Таких влюбленных в деньги людей, в настоящие дни, полны все углы и закоулки земли русской, благодаря только неожиданности, внезапности всевозможных перемен в условиях русской жизни. Никакие службы на вновь открытых дорогах, никакие воинские повинности, никакие училища, все вместе взятые, не в силах поглотить и дать хлеб народу, который никогда не рассчитывал на то, что ему придется остаться без хлеба. Этого народа в мелкопоместном дворянстве, в чиновничестве, в поповстве, в городском полумещанстве, полукупечестве – непочатые углы, и все они понимают, что положение плохо. Все они ужасно мало могут и ужасно много жаждут, и вот по всем углам земли русской, на крылечках волостных правлений, в дьячковских, дьяконских и священнических домах, в этих бесчисленных домишках уездных и губернских переулков, домишках «вдовы надворного советника», «потомственного гражданина» – везде и всюду тысячи людей, решительно обиженных своим положением, неуменьем взяться, невозможностью рассчитывать на помощь, видящих спасение в случайном заполучении куша, который один только и может их выручить из беды.
4
В Слепом-Литвине есть уже немало мужичков, сообразивших, что дело в куше, в пачке. Упомяну в особенности об одном, о котором читатель имеет уже понятие. Это староста – Михайло Петров. Человек он еще молодой: в последние дни крепостного права он был еще мальчиком лет восьми. Отец его – тот самый мужик, у которого старый барин четыре раза сломал конюшню. Характер этого мужика, позволявшего себе воевать с господскими управляющими и даже с самим барином, человека, который, несмотря на все невзгоды, сумел иной раз настоять на своем, был характер крутой, деспотический. Когда молодой Михайло Петров, по освобождении крестьян, задумал ехать в Питер, против чего отец восстал, ему пришлось изведать на себе всю силу этой крутости и дикость необузданного ее проявления. Терпеливо ждал он отцовской смерти. Ждал два года и, только дождавшись ее, мог добиться права уйти в Питер на заработки. Крутой отец, видя непокорность сына, которую тот не мог утаивать в течение двух лет жданья, сохранил свой отцовский норов до конца дней и, умирая, оставил Михайле всего пятнадцать копеек «за непочтение», тогда как старшие братья получили всё.

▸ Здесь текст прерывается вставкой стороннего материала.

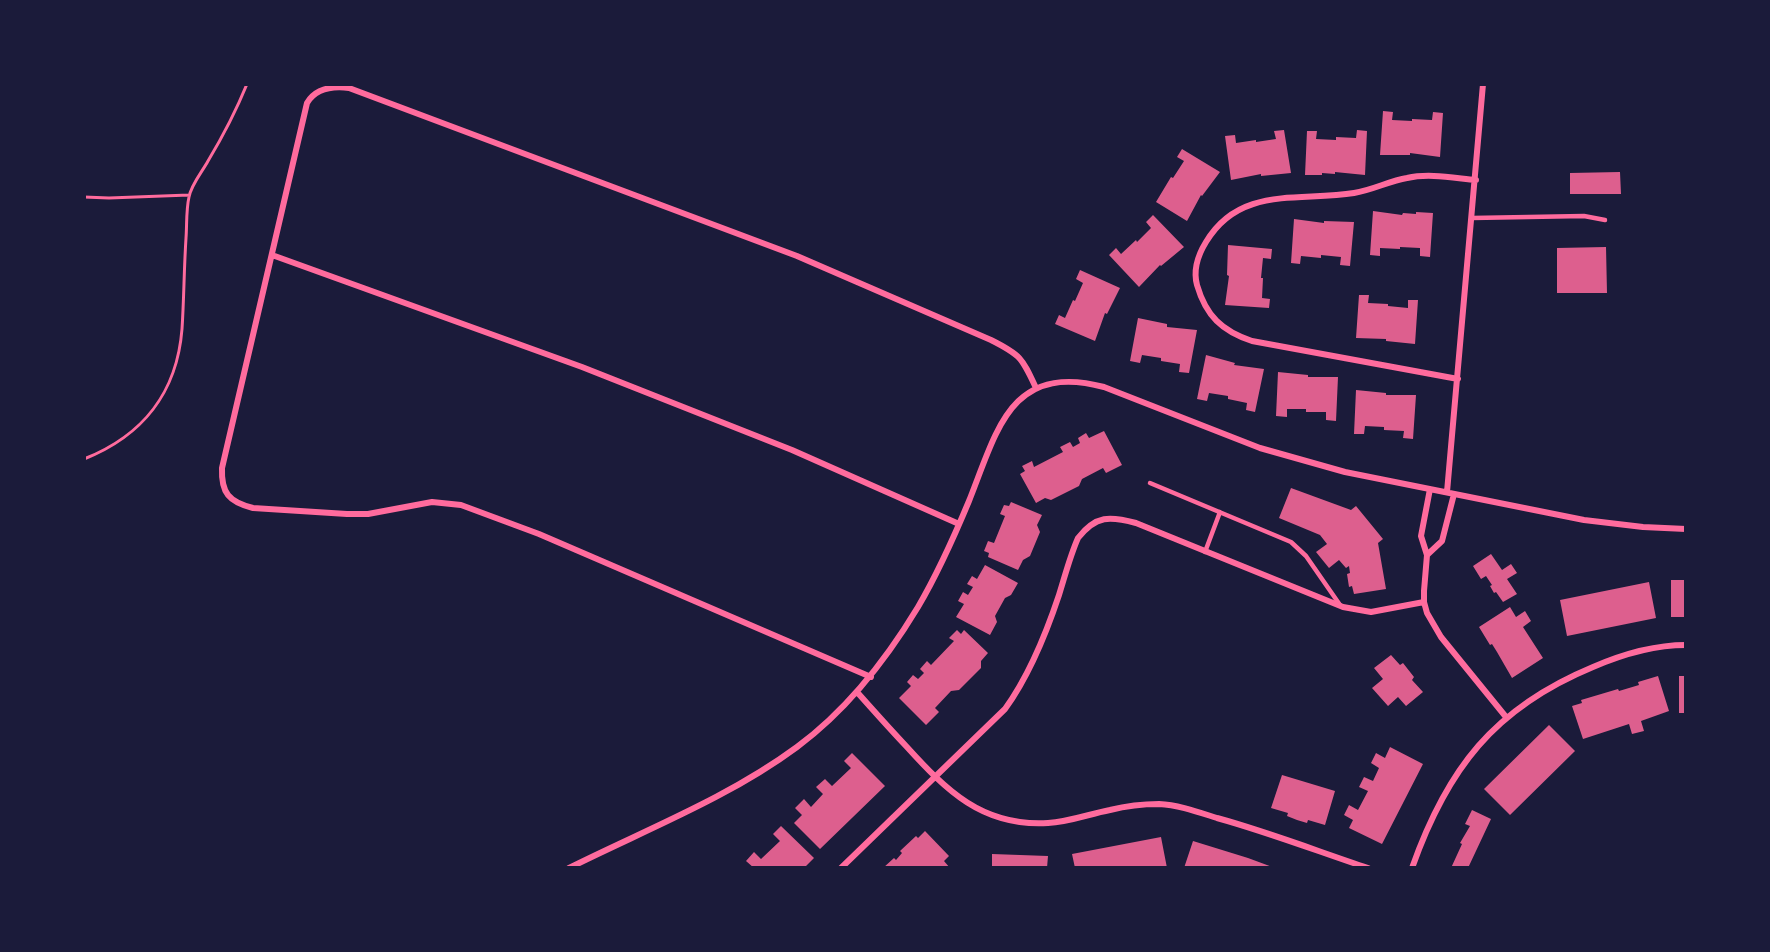 <!DOCTYPE html>
<html>
<head>
<meta charset="utf-8">
<style>
	body { margin:0 }
	#map { position:relative; width:1770px; height:952px; overflow:hidden; background:#1b1b3a; font-family:Montserrat,sans-serif }
	canvas { display:block }
	.frame { position:absolute; inset:0; border:86px solid #1b1b3a; pointer-events:none }
</style>
</head>
<body>
<div id="map">
<canvas width="1770" height="952"></canvas>
<div class="frame"></div>
</div>
<script>
const ctx = document.querySelector('canvas').getContext('2d');
ctx.lineJoin = 'round';
function paint(path, color) { ctx.fillStyle = color; ctx.fill(path, 'evenodd'); }
function stroke(path, color, width, dash) { ctx.strokeStyle = color; ctx.lineWidth = width; ctx.lineCap = dash ? 'butt' : 'round'; ctx.setLineDash(dash || []); ctx.stroke(path); }
paint(new Path2D(`
	M1383,111l10,1 -1,8 20,1v-2l20,1 1,-8 10,1 -3,44 -30,-4v2h-30z
	M1284,130l7,43 -30,3v-2l-30,6 -6,-44 10,-1 1,8 20,-3v2l20,-3 -2,-8z
	M1357,130l10,1 -2,44 -30,-3v2l-13,-1v2h-17l2,-44h10l-1,8 20,1v-3l20,1z
	M1182,149l38,23 -18,24 -1,-1 -14,26 -31,-19 15,-25 2,1 11,-17 -7,-4z
	M1620,172l1,22h-51v-21z
	M1373,211l29,4 1,-2 13,1v-2l17,1 -3,44 -10,-1v-8l-20,-1v2l-20,-1v8l-10,-1z
	M1153,215l31,32 -23,19 -1,-1 -21,22 -30,-32 7,-7 5,6 15,-14 1,2 14,-14 -5,-6z
	M1294,219l30,4v-2l30,1 -4,44 -10,-1 1,-8 -20,-2v3l-20,-2 -1,8 -9,-1z
	M1228,245l44,4 -1,10 -8,-1 -2,20h2l-1,20 8,1 -1,9 -44,-3 4,-29 -2,-1z
	M1606,247l1,46h-50v-45z
	M1080,270l40,18 -13,26 -2,-1 -10,28 -40,-17 4,-9 6,3 8,-18 2,1 8,-18 -7,-4z
	M1359,295h10l-1,8 20,1v2l20,2v-8h10l-3,44 -29,-3v-2l-30,-1z
	M1138,318l29,6v3l30,3 -8,43 -10,-1 1,-8 -19,-3v-3l-19,-3 -2,8 -10,-2z
	M1206,355l29,8 -1,2 30,4 -9,43 -9,-2 1,-7 -19,-4v-3l-19,-3 -2,8 -10,-2z
	M1278,372l30,3v2h30l-2,44 -10,-1v-8h-20v-3h-19v8l-11,-1z
	M1356,390l30,3v2h30l-3,44 -10,-1 1,-7 -20,-1v-3l-19,-1 -1,8h-10z
	M1104,431l18,34 -16,8 -3,-5 -21,11 -3,7 -28,14 -6,-2 -9,5 -16,-29 5,-3 -3,-5 10,-5 2,6 29,-15 -3,-5 10,-5 3,5 7,-4 -2,-5 8,-5 3,5z
	M1291,488l60,22 5,-4 27,33 -5,4 8,46 -32,5 -2,-8 -3,1 -2,-13 3,-1 -1,-7 -3,2 -7,-8 -10,8 -13,-16 11,-8 -7,-9 -41,-17z
	M1011,502l31,13 -5,10 3,7 -10,24 -7,4 -5,10 -30,-13 1,-4 -5,-2 4,-10 6,2 11,-27 -5,-2 4,-9 5,1z
	M1491,554l11,16 9,-6 6,9 -10,6 10,15 -14,8 -7,-10 -2,1 -4,-7 2,-1 -6,-9 -5,3 -8,-13z
	M985,565l33,18 -7,12 -6,3 -10,18 2,6 -7,13 -34,-18 8,-13 -6,-3 5,-9 5,3 5,-8 -6,-3 5,-8 5,3z
	M1671,580h15v37h-15z
	M1649,582l7,36 -89,18 -7,-36z
	M1510,607l6,10 9,-6 6,10 -8,6 20,31 -31,20 -15,-26 -5,-8 -2,1 -11,-18z
	M957,630l4,4 3,-4 24,23 -7,8v7l-22,22 -8,1 -16,17 4,4 -13,13 -27,-27 12,-12 -4,-4 6,-7 5,4 6,-6 -4,-4 7,-8 4,4 23,-24 -5,-3z
	M1391,655l9,10 3,-2 11,14 -2,3 11,12 -17,14 -8,-9 -10,9 -16,-18 11,-9 -9,-11z
	M1658,676l11,35 -28,10 3,10 -12,3 -3,-10 -46,15 -11,-33 10,-3 -1,-3 37,-11 1,2 20,-6 -1,-3z
	M1679,676h7v37h-7z
	M1549,725l26,26 -65,64 -26,-26z
	M1390,747l33,17 -41,80 -33,-16 4,-8 -9,-5 5,-10 9,5 10,-19 -9,-4 5,-10 9,4 6,-13 -8,-5 5,-10 9,5z
	M852,753l33,33 -65,63 -26,-26 8,-8 -7,-7 9,-9 7,8 12,-13 -7,-7 9,-8 7,7 19,-18 -7,-7z
	M1282,775l53,16 -10,34 -17,-5 -1,3 -10,-3 -10,-4 1,-3 -17,-5z
	M1472,810l19,9 -23,49h-17l11,-24 -2,-1 10,-17 -5,-2z
	M781,826l33,32 -10,10h-50l-8,-7 8,-9 7,7 19,-18 -7,-7z
	M925,831l24,25 -5,5 6,7h-67l11,-10 2,2 6,-7 -2,-2 16,-15 2,2z
	M1161,837l6,31h-92l-3,-14z
	M1193,841l55,17 27,10h-91z
	M992,854l56,2 -1,12h-55z`), '#dd5f8e');
stroke(new Path2D(`
	M84,197l25,1 80,-3
	M84,459c58,-23 93,-66 98,-130 2,-30 2,-61 4,-91 1,-13 0,-28 3,-41 2,-12 13,-25 19,-36 15,-25 28,-50 39,-77`), '#ff6b9d', 3);
stroke(new Path2D(`
	M1472,218l112,-2 21,4
	M1150,483l141,59 15,14 34,49
	M1205,552l15,-40`), '#ff6b9d', 4.5);
stroke(new Path2D(`
	M272,255l310,112 210,83 167,74
	M1458,379l-206,-38c-30,-10 -46,-25 -55,-56 -4,-15 1,-30 9,-43 34,-57 94,-40 148,-49 19,-3 35,-12 53,-15 22,-5 47,0 69,2
	M1430,489l-9,47 6,19 -3,36v11l3,11 14,24 65,80
	M1447,492l36,-408
	M1427,555l15,-14 12,-47
	M871,677l-332,-143 -78,-29 -29,-3 -64,12h-21l-94,-6c-24,-6 -32,-15 -31,-40l85,-365c9,-15 26,-17 42,-15l448,168 194,84c30,15 31,18 45,48
	M857,692c16,18 32,36 49,54 40,44 76,81 142,77 21,-1 41,-9 62,-13 16,-4 33,-6 49,-6 20,1 39,8 58,14 51,14 100,33 151,50
	M569,868c76,-38 159,-70 228,-121 50,-37 89,-87 121,-140 20,-34 36,-70 51,-106 28,-70 41,-139 135,-114l156,61 85,24 239,48 59,7 43,2
	M841,868l164,-159c24,-33 41,-75 54,-114 6,-19 11,-39 19,-57 18,-23 32,-22 58,-15l207,84 28,5 53,-10
	M1412,868c35,-99 82,-160 181,-201 30,-13 60,-22 93,-22`), '#ff6b9d', 6);
</script>
</body>
</html>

Должно быть, отцовский норов не миновал и сына, и Михайло Петров не задумался пуститься в дальнюю дорогу почти без гроша. В Питере он сразу попал на отличное место, к «хорошим господам», из числа тех быстро народившихся, которые, наживаясь из чужого кармана, не считали ни того, что им самим попадется под руку, ни того, что уйдет у них из-под рук. [2]2
Постройки и проч.
[Закрыть]Михайлу Петрову жилось хорошо; но он был еще мужик и «глуп» и, накопив сотню-другую рублей, по глупости воротился в деревню. Думал, что для него, как для мужика, этих денег видимо-невидимо. Тотчас по возвращении он женился, и «подхватил» истинную красавицу, как сам он говорил, первую умницу. Но после Питера «крестьянство» показалось ему трудным и глупым делом. «Из чего биться?» – этот вопрос стал возникать у него в голове поминутно, при каждом шаге в крестьянском деле. Отведав легкого столичного труда, хорошей еды, спокойного сна вволю, тепла, теплой одежды, цельных сапогов, он уже не мог понять удовольствия биться как рыба об лед для того, чтобы ничего подобного не иметь…
У Михайла Петрова родился первый ребенок и помер – «незнамо отчего». Михайло Петров с женой стояли над ним дни и ночи почти целый месяц, не зная, что с ним делается и чем помочь. Он орал без умолку от какой-то страшной боли, против которой нигде, на сто верст кругом, не было помощи. Барыня-помещица знала в медицине только две вещи – деревянное масло и спуск. Батюшка знал – масло из лампады, спуск, просвиру за здравие и молебен о здравии. Деревня знала много других средств, вроде того, что кричащего ребенка надо вынести на мороз и держать его на холоду до тех пор, пока он не начнет затихать, и потом нести в горницу, где он непременно заснет от такой внезапной встрепки. Ему вправляли живот, трясли за ноги книзу головой, поили оттопленным в печке чернобыльником, поили лампадным маслом: – он все орал и вопил без всякого милосердия и, наконец, умер.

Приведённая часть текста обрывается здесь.